IN-GEL DIGESTION PROTOCOL

ABBREVIATIONS:

REAGENTS:

Alkylating Reagent:

TRYPSIN:

DESTAIN:

1. Remove any liquid from microfuge tube and use sealed pipette tip to cut gel slice into small pieces.
2. Add enough destain reagent to cover gel pieces. Shake at room temperature for 10 min. Discard liquid. If gels were stained using Sypro, go to REDUCTION/ALKYLATION FOR 1D GEL BANDS.
3. Repeat step 2 until gel pieces are clear. Usually 2 to 3 washes are necessary. If gel pieces still have blue color, rehydrate by adding 50 mM NH₄HCO₃ and shake for 10 min at room temperature. Discard liquid and repeat step 2.
4. For 2D spots (that have already been reduced and alkylated) you can proceed directly to step 8 in the next section. However, it will not hurt to reduce and alkylate again and may help your digestion.
   Notes: Destaining can be accelerated by sonicating in a heated (37° C) water bath during steps 2 and 3. For persistent blue color, add 100 mM NH₄HCO₃ and place in oven (50° C) for 10 minutes. However, the presence of a small amount of stain may not interfere with the mass spectral analysis and excessive heating is not recommended.
   

   REDUCTION/ALKYLATION

   (FOR 1D GEL BANDS):
   Purpose: In order to completely denature the protein we must reduce (DTT) disulfide bonds and alkylate (IAA) to prevent re-formation of bonds.
   1. 1. If not already dehydrated, dry gel pieces in Speedvac. Transfer the dried slices to clean tubes.
   2. 2. Add enough of the Reducing Reagent to fully cover gel pieces, taking into account the pieces will swell. Usually 50 µl is sufficient.
   3. 3. Incubate at 37° C for 1 hr.
   4. 4. During this time, prepare the Alkylating Reagent.
   5. 5. After incubating, cool to room temperature and remove excess Reducing Reagent. Add enough Alkylating Reagent to cover gel pieces. Place tubes in the dark and shake gently for 45 min.
   6. 6. Discard supernatant. Wash gel pieces with 100 mM NH4HCO3 for 10 min with shaking at room temperature. Discard supernatant.
   7. 7. Wash gel slices twice more using Destaining Reagent (10 min with shaking at room temperature and each time discarding supernatant).
   8. 8. Dehydrate gel pieces by placing in Speedvac. After drying, transfer the dried slices to clean tubes.
   9. 9. Add enough of a 0.2 µg/µl trypsin solution to swell the gels and incubate on ice or at 4°C for 15 min. Usually 20 µl is sufficient. The trypsin solution can be prepared and aliquoted ahead of time (20 microfuge tubes of 10 µl ea.) and stored in the freezer until ready.
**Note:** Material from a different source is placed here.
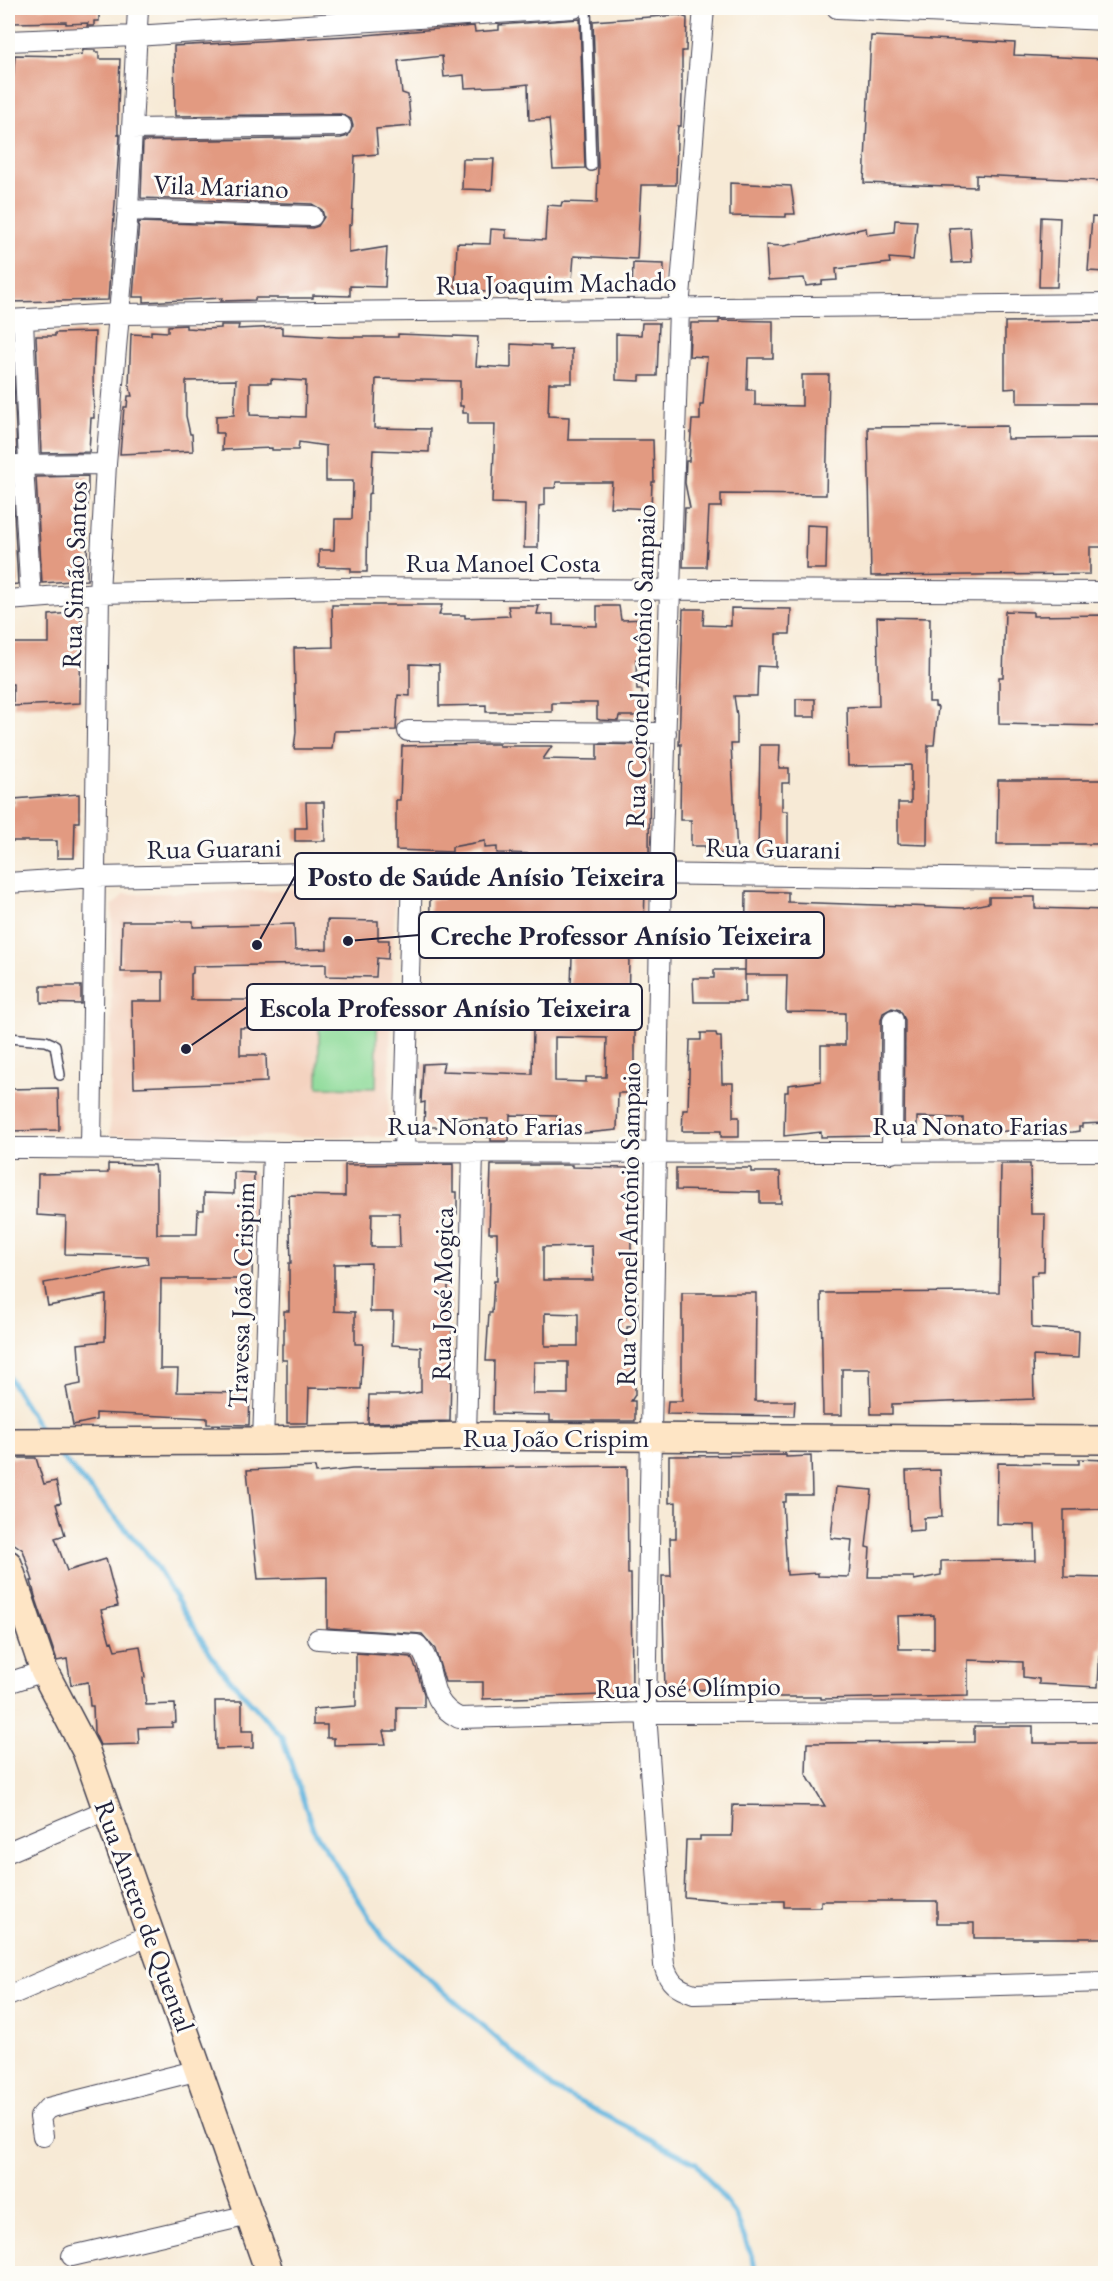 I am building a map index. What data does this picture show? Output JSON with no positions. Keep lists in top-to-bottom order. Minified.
{"streets":{"street":["Vila Mariano","Rua Joaquim Machado","Rua Manoel Costa","Rua Simão Santos","Rua Coronel Antônio Sampaio","Rua Guarani","Rua Nonato Farias","Rua José Mogica","Travessa João Crispim","Rua João Crispim","Rua José Olímpio","Rua Antero de Quental"]},"crossings":[["Vila Mariano","Rua Simão Santos"],["Rua Joaquim Machado","Rua Simão Santos"],["Rua Joaquim Machado","Rua Coronel Antônio Sampaio"],["Rua Manoel Costa","Rua Simão Santos"],["Rua Manoel Costa","Rua Coronel Antônio Sampaio"],["Rua Simão Santos","Rua Guarani"],["Rua Simão Santos","Rua Nonato Farias"],["Rua Coronel Antônio Sampaio","Rua Guarani"],["Rua Coronel Antônio Sampaio","Rua Nonato Farias"],["Rua Coronel Antônio Sampaio","Rua João Crispim"],["Rua Coronel Antônio Sampaio","Rua José Olímpio"],["Rua Nonato Farias","Rua José Mogica"],["Rua Nonato Farias","Travessa João Crispim"],["Rua José Mogica","Rua João Crispim"],["Travessa João Crispim","Rua João Crispim"]],"places":["Creche Professor Anísio Teixeira","Posto de Saúde Anísio Teixeira","Escola Professor Anísio Teixeira"]}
Discard unused trypsin.
   10. 10. Remove excess trypsin solution. Add 50 mM NH4HCO3/10% ACN, enough to cover, but not excess. Place in 37° C incubator.
   11. 11. Check pieces in 20 min, adding enough 50 mM NH4HCO3/10% ACN to keep pieces just covered.
   12. 12. Digest overnight (~19 hrs) at 37° C.
   
   
   

   EXTRACTION OF TRYPTIC FRAGMENTS

   Purpose: Extract peptides from gel prior to mass spec analysis
   
   1. 1. Remove microfuge tubes from incubator. Remove supernatant and save in clean microfuge tube.
   2. 2. Add enough 1.0% Formic acid/10% ACN to cover gel pieces. Shake for 10 min at room temperature (or sonicate), remove supernatant and combine with supernatant from previous step.
   3. 3. Add enough 50% ACN/01.0% Formic acid to cover gel slices and shake (or sonicate) for 10 min at room temperature.
   4. 4. Spin down and harvest supernatant with previous collections.
   5. 5. Place supernatant extract in Speedvac until concentrated to 10 µl. If extract goes to dryness (not good), add either 5 µl of 1.0% Formic acid (for LC/MS) or 5 µl of 1% Formic acid/10% ACN (for MALDI-MS) and vortex vigorously at room temperature.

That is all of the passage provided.